**WHAT IS REQUIRED**. Whenever the string "hidden" appears in a line below, please copy the line out.
[RECORDS FOR THIS EXERCISE — start]
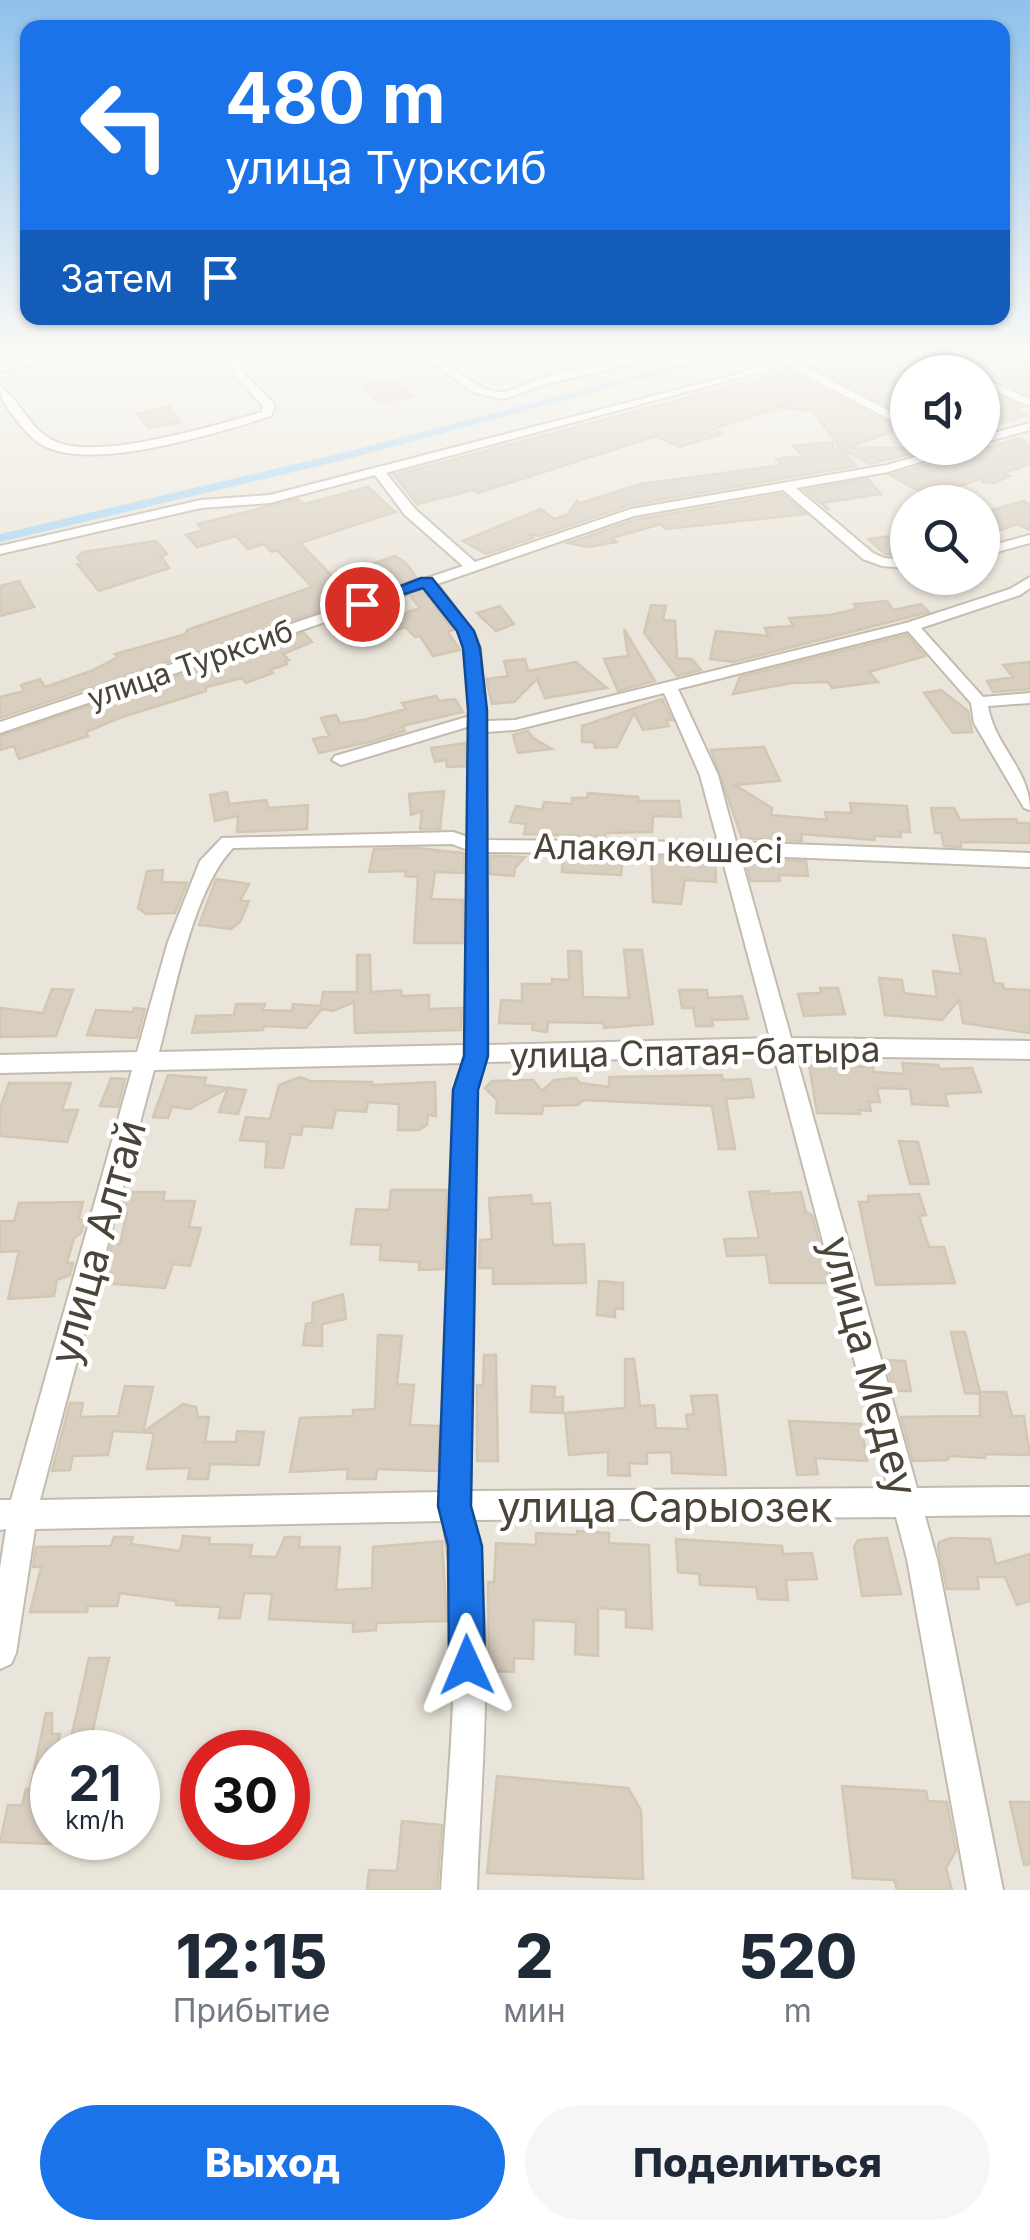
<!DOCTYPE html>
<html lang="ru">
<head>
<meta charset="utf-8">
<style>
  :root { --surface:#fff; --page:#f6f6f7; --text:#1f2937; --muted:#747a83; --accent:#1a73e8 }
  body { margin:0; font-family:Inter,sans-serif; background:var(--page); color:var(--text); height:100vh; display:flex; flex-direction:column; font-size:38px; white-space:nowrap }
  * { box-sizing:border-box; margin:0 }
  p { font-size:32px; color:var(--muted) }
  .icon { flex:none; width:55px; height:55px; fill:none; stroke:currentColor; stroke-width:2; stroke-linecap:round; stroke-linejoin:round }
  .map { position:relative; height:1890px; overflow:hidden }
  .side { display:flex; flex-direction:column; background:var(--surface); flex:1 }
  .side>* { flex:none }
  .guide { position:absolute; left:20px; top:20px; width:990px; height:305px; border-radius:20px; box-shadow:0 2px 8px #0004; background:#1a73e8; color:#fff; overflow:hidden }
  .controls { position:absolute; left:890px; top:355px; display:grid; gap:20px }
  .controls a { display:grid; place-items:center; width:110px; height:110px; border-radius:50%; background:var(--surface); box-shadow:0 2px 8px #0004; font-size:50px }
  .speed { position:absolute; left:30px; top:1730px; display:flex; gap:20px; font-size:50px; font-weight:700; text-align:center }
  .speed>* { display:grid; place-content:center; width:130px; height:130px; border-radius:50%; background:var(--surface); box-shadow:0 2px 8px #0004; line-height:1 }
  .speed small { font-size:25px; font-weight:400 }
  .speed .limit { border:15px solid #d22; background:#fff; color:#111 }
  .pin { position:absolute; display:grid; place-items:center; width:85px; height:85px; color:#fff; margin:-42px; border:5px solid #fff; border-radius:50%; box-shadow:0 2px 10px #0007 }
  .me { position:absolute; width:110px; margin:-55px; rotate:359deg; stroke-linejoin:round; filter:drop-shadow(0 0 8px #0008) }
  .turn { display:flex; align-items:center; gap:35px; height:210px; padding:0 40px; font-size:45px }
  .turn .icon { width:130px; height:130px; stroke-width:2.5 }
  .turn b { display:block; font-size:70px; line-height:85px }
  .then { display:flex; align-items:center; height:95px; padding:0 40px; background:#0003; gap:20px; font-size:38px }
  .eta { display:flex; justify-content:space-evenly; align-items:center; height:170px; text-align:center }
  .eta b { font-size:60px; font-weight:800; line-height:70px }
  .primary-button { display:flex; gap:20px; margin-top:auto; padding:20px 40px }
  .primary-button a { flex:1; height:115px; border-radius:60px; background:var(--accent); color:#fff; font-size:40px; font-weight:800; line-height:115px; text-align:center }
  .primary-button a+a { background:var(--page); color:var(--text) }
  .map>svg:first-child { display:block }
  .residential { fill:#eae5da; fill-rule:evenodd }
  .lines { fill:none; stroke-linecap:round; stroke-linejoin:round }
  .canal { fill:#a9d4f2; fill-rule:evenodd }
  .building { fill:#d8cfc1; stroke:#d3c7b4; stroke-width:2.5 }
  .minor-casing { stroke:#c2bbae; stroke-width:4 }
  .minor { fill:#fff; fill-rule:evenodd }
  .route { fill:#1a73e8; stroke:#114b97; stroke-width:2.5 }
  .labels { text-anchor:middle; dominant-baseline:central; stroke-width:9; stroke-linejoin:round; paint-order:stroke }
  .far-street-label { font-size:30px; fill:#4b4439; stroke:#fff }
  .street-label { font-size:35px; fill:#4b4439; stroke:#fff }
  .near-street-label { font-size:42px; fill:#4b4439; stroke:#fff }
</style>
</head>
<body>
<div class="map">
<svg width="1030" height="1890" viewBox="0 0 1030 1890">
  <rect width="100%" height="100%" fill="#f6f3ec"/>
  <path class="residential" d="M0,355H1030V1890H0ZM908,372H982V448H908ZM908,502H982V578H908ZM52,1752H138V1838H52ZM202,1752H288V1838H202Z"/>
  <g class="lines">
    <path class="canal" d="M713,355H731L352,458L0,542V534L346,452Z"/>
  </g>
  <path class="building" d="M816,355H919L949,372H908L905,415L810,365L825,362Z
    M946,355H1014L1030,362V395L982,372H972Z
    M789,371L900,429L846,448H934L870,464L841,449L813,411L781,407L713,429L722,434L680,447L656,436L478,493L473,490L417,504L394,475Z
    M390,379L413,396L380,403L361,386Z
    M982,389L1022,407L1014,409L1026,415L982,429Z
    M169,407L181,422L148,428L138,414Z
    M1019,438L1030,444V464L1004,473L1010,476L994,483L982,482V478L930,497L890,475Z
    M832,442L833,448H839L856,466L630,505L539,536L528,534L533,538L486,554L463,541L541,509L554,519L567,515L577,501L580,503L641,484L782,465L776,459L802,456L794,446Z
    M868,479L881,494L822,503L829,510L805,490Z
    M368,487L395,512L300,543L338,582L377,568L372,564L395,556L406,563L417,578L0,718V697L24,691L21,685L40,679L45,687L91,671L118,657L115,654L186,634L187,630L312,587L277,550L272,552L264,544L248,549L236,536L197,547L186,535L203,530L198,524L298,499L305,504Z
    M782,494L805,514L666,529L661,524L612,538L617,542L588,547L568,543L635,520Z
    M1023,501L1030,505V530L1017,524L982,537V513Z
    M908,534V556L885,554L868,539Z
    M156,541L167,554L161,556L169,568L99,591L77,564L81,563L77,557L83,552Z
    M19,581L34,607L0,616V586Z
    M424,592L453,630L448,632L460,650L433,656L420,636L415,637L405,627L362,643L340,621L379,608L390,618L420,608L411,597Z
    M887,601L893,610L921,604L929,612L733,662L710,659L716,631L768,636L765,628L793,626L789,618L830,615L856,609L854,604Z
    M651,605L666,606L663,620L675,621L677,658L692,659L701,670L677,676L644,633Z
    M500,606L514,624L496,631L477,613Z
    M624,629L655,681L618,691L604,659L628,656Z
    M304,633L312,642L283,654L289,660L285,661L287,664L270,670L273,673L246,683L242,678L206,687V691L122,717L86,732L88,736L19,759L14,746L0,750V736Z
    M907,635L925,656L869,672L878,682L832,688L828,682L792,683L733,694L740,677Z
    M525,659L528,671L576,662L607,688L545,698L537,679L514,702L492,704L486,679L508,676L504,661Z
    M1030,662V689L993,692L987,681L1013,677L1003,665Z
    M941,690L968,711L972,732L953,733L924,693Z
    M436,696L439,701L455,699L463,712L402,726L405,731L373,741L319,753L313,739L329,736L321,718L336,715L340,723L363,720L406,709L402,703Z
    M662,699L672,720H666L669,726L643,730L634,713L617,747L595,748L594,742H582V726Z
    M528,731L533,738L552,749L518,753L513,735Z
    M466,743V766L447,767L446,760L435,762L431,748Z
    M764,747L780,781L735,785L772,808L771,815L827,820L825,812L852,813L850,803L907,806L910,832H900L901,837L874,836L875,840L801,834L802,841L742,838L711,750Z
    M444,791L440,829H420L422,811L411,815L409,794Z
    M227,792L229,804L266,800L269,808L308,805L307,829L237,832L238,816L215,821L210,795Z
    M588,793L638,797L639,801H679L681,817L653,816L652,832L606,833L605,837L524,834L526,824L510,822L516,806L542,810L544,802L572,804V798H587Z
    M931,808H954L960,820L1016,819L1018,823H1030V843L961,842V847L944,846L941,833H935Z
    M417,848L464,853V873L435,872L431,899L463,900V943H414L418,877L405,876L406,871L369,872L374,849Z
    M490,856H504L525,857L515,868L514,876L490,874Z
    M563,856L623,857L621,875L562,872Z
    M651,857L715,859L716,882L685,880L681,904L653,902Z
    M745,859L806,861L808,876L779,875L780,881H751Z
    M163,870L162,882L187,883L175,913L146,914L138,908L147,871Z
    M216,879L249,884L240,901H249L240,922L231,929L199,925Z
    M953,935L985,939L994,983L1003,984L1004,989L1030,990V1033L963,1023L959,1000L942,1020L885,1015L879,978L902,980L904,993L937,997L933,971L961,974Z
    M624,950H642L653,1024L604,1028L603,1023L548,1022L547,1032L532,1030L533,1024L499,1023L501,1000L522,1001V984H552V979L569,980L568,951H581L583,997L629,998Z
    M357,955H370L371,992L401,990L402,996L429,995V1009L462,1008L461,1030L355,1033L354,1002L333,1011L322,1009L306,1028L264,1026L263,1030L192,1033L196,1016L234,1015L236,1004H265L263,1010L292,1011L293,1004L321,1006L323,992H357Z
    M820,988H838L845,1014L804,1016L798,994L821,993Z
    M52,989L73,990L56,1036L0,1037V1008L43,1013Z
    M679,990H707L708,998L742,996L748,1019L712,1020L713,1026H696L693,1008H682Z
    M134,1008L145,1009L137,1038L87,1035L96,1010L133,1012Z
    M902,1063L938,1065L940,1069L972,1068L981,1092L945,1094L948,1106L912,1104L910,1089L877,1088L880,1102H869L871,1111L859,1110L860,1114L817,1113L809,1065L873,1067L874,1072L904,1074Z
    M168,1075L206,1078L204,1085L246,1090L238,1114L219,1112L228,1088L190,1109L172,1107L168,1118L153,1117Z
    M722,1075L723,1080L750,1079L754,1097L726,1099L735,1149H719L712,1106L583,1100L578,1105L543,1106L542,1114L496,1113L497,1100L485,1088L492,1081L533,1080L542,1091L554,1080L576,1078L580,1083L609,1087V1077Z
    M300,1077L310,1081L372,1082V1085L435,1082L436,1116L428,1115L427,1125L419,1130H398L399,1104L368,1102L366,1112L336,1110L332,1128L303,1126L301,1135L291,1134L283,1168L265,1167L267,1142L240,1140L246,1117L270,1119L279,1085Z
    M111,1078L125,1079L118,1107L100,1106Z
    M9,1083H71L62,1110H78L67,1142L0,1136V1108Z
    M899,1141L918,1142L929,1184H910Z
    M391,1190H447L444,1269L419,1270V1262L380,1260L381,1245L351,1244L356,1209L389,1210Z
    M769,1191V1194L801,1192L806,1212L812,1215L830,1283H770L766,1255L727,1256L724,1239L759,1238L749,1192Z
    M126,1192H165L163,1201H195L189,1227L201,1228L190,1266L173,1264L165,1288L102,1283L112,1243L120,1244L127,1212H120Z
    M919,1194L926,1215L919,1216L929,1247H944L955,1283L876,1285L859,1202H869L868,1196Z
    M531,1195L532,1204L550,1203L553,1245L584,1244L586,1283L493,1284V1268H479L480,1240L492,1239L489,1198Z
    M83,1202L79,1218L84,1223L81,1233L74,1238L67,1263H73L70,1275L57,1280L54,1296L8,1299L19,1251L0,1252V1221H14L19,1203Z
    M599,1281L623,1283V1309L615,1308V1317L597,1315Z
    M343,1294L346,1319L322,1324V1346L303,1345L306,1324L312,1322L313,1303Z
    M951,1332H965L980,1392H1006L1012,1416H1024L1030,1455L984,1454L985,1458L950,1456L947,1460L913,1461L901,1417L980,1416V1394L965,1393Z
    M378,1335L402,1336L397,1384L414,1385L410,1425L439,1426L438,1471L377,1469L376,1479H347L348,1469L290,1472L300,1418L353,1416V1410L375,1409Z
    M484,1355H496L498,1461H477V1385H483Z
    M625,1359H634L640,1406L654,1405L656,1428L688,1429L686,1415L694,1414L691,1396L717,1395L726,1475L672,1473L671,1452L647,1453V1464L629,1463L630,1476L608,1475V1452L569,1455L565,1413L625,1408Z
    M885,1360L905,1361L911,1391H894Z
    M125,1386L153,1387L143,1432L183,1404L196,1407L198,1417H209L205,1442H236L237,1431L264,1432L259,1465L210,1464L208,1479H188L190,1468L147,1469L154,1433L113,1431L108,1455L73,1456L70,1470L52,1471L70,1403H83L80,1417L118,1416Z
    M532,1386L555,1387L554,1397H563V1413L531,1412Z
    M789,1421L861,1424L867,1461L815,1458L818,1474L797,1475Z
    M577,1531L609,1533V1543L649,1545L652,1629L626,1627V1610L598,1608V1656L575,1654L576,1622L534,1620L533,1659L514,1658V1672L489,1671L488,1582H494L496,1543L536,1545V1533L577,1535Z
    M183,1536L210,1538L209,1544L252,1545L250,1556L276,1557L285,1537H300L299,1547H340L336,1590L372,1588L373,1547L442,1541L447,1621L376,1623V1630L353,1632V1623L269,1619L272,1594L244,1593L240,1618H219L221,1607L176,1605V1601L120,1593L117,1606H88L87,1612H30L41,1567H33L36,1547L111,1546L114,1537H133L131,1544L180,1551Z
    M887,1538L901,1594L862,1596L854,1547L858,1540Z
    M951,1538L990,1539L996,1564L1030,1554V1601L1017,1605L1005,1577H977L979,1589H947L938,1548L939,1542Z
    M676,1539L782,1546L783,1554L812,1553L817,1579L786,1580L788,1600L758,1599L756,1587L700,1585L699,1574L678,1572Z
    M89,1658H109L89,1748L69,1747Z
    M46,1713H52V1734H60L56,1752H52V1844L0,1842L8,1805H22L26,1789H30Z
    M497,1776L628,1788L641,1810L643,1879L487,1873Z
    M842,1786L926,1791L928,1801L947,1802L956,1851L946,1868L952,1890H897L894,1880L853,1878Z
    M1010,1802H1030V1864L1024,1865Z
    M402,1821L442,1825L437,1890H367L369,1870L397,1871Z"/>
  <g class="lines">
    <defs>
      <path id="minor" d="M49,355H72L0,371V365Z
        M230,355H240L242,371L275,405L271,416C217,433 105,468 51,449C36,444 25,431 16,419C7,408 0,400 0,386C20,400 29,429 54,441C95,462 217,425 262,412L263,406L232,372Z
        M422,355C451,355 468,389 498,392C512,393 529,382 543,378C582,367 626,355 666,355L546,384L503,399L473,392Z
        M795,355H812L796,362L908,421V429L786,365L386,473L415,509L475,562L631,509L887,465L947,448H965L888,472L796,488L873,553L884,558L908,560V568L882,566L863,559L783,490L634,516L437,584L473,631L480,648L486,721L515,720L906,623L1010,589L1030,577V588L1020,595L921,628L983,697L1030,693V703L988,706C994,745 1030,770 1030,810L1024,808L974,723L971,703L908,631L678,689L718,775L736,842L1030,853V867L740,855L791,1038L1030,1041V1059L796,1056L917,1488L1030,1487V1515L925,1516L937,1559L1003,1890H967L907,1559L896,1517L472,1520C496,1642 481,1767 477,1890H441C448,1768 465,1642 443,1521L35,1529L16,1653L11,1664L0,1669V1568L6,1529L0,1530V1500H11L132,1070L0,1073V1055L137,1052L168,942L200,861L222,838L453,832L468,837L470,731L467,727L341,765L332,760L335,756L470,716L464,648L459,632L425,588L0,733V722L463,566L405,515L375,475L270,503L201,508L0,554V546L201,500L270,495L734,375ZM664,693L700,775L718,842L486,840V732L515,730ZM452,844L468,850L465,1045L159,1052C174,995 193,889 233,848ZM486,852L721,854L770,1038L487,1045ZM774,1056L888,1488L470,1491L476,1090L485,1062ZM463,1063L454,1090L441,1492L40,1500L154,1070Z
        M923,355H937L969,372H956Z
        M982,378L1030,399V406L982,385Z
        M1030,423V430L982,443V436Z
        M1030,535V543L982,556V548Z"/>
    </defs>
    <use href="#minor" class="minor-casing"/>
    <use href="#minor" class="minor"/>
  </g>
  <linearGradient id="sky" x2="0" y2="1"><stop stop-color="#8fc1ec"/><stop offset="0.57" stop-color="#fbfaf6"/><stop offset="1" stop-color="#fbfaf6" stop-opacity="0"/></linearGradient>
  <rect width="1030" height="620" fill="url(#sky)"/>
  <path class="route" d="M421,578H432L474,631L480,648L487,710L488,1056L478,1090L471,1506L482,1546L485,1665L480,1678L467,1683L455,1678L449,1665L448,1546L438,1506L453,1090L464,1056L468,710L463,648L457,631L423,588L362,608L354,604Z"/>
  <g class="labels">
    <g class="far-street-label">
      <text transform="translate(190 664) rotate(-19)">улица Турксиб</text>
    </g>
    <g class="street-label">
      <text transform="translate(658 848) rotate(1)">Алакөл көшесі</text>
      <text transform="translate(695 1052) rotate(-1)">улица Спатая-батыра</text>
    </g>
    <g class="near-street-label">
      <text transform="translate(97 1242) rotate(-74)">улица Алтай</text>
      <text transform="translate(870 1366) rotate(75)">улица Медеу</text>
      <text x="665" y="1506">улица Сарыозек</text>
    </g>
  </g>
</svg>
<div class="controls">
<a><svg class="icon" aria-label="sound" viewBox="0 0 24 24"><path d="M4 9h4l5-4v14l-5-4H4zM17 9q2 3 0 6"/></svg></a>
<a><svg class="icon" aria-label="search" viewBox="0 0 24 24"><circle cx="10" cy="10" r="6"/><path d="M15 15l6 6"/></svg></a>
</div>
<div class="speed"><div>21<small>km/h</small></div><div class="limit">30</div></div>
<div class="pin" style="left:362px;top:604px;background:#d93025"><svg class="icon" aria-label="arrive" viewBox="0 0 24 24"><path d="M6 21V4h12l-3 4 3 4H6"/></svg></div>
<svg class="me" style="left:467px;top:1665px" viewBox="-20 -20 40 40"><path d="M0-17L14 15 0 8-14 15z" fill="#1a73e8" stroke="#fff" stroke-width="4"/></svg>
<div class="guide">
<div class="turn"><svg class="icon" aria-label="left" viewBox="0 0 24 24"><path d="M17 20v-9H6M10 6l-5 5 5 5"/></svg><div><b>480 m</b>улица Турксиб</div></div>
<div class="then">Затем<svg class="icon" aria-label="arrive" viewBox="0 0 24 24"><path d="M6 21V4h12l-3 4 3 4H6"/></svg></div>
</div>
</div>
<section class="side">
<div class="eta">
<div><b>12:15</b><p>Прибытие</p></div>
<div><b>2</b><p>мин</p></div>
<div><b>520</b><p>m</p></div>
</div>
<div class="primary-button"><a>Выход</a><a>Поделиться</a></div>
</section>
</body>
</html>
[RECORDS FOR THIS EXERCISE — finish]
**TASK OUTPUT**.
  .map { position:relative; height:1890px; overflow:hidden }
  .guide { position:absolute; left:20px; top:20px; width:990px; height:305px; border-radius:20px; box-shadow:0 2px 8px #0004; background:#1a73e8; color:#fff; overflow:hidden }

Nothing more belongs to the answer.